A feature of modern times is the fake nerd. That’s the guy who dresses and talks like he was a geeky kid growing up and now busies himself with science and math. The TV show Big Bang Theory plays on this. In reality these fake nerds are almost always toting liberal arts degrees of the soft kind, like sociology or psychology. These people are brought onto news chat programs to repeat conventional wisdom, but salt their language with statistics or references to science.
Sports TV has been infested with the fake nerds. Pablo Torre on ESPN is the prime example. He majored in journalism, yet pretends to be a math guy on TV. It is a fair bet he cannot do basic math with any degree of confidence, but there he is every day pretending to be a stat-nerd on TV. These guys cherry-pick language and concepts from stat-heavy sites that analyze trends. They don’t understand the math behind them, but they don’t have to, as their job is to play a role, like an actor.
The good news for the fake nerds is their rabbi is back in business. Nate Silver’s racket is back up and running with the help of ESPN. Silver is a bright guy, for sure, but he is an ideologue and that gets the best of him. He’s a lot like Richard Lewontin, who was undeniably smart, but consumed with ideology. So much so it led him to lie about his work and do so brazenly. That’s not to say Silver is a liar, but it shows the risk of allowing an ideologue to assume the role of empiricist.
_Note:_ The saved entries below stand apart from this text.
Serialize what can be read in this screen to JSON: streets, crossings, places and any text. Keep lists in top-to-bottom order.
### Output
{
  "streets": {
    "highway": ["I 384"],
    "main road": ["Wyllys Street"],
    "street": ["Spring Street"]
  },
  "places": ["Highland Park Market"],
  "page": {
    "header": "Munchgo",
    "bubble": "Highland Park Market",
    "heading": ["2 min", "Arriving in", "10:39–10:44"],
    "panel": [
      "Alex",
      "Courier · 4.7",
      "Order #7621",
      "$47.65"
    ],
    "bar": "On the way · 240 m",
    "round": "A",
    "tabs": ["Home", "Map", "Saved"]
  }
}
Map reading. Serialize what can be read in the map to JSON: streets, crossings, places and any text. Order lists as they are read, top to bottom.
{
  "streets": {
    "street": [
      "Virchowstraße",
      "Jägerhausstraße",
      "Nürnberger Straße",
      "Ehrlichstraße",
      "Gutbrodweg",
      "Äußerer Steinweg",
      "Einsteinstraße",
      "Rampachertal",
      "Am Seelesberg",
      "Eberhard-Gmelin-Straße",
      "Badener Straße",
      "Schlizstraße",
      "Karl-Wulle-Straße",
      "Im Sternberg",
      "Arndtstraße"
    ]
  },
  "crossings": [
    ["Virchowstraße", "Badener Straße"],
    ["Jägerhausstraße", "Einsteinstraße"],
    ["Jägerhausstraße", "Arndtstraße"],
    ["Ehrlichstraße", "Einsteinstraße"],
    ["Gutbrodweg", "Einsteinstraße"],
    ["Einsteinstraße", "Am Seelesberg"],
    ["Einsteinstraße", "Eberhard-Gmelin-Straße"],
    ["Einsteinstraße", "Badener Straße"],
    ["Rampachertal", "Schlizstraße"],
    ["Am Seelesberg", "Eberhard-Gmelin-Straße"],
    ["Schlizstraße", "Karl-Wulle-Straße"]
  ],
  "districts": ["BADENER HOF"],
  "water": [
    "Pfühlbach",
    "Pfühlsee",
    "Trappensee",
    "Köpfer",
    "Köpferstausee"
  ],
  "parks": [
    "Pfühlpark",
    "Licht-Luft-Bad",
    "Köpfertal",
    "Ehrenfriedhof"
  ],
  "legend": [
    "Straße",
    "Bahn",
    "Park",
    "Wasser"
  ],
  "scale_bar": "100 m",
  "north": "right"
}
The application of statistics to human activity seems like a fool’s errand. Sports is a great example. Using advanced metrics has not helped gamblers. It may have helped some gamblers for a short time, but gambling is not just a math puzzle. Games of chance rely on human fallibility. That’s true of sports. The key to winning at sports gambling, for example, is to find the game outside the 90%. That means the possible outcomes within the 90% probability are not going to be winners for the gambler. You need the upsets and unexpected blowouts.
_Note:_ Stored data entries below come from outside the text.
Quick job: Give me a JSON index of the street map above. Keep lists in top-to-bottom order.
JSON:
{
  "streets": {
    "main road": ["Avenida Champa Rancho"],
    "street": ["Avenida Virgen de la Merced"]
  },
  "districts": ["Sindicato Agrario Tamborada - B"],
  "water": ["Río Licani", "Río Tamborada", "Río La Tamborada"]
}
That said, the new religion of economics is legitimizing the use of statistics to public policy, because it opens the debate to corruption. Instead of focusing on desired ends, the focus is on process. The statistics make people think the outcomes are ordained and that what matters is how you get there. It’s why economics often looks a lot like tarot card reading. That assumption the future is written is never said, but it is often assumed, so process is all that matters.
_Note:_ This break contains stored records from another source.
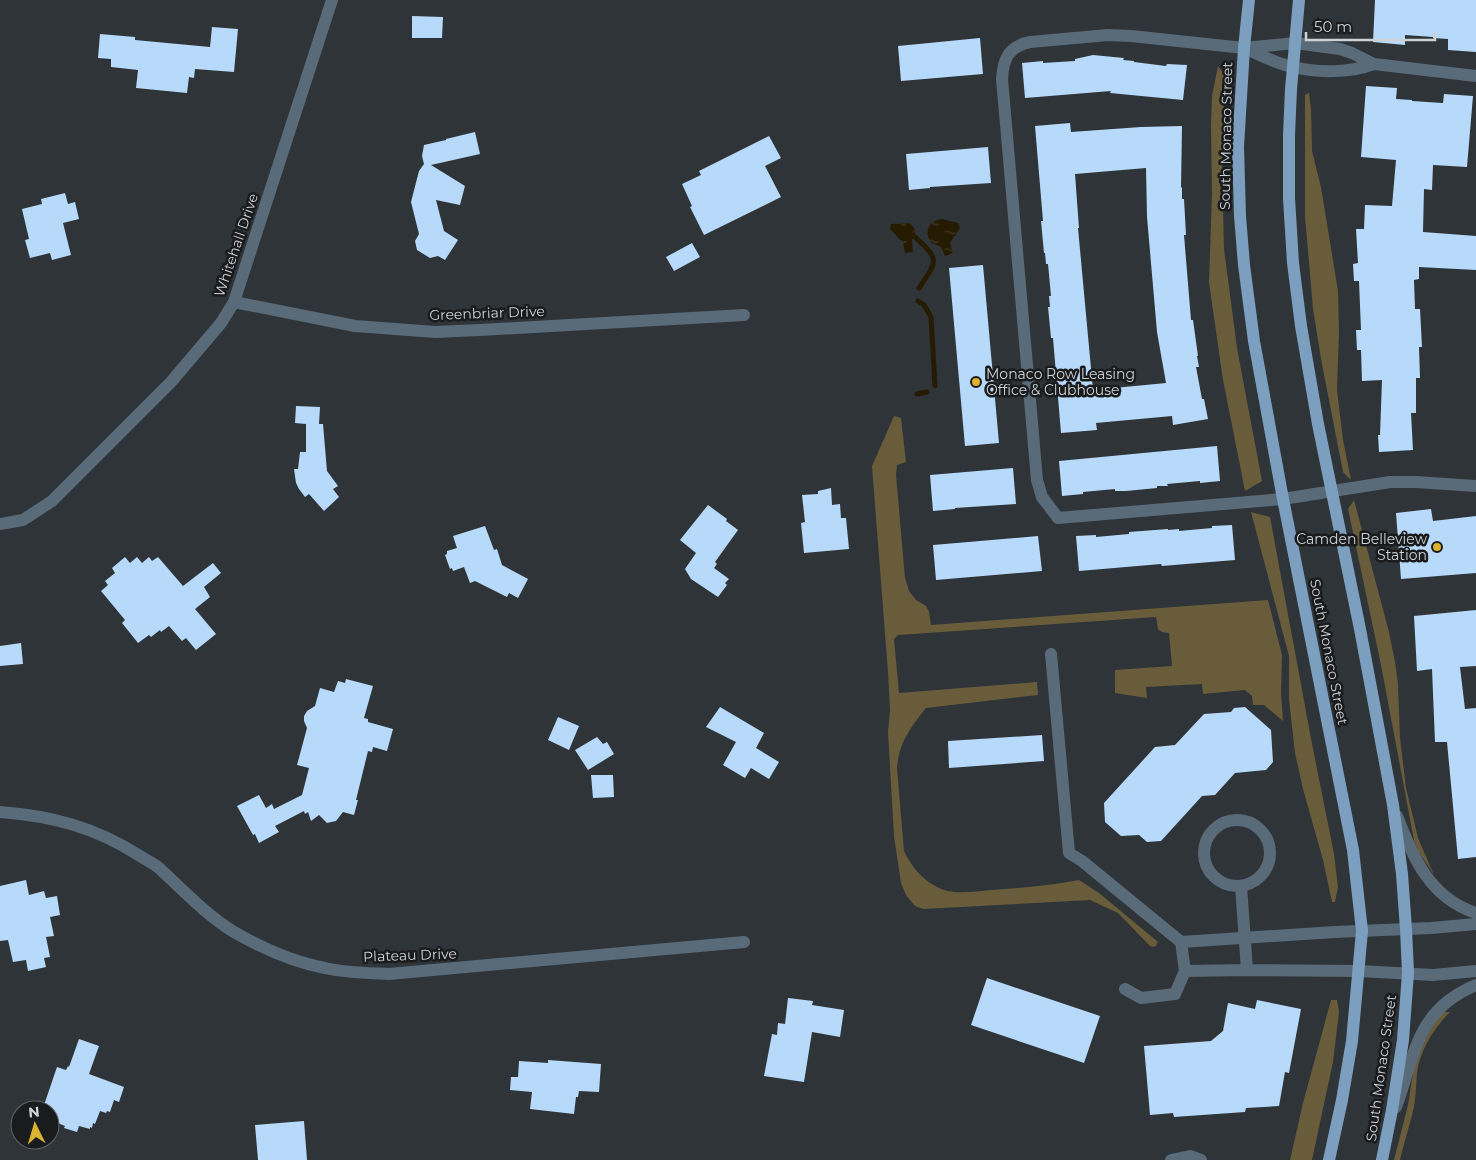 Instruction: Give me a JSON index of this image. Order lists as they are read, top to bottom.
{
  "streets": {
    "main road": ["South Monaco Street"],
    "street": ["Whitehall Drive", "Greenbriar Drive", "Plateau Drive"]
  },
  "crossings": [
    ["Whitehall Drive", "Greenbriar Drive"]
  ],
  "places": ["Monaco Row Leasing Office & Clubhouse", "Camden Belleview Station"],
  "scale_bar": "50 m",
  "north": "top"
}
It is a bit ironic. The last time this sort of materialist zeal got a purchase with the public was in the 19th century with Taylorism. That was the application of engineering to the work place to eliminate waste. Sounds a lot like what the new religion means by efficiency. Taylorism eventually gave us The Efficiency Movement. Progressives “such as Herbert Croly, Charles R. van Hise and Richard Ely sought to improve governmental performance by training experts in public service comparable to those in Germany, notably at the Universities of Wisconsin and Pennsylvania. Schools of business administration set up management programs oriented toward efficiency.”
Herbert Hoover was a big fan of this. Contrary to Progressive mythology, he was not a small government conservative. Like Nixon, he accepted the main arguments of the Left. He just picked the wrong party and, it turns out, the wrong time to be President. The point being that the last time our elites had a religious zeal for a new science of efficiency, promising to bring heaven on earth, they almost destroyed civilization. For that reason I wish Nate Silver and his fellow monks nothing but the worst.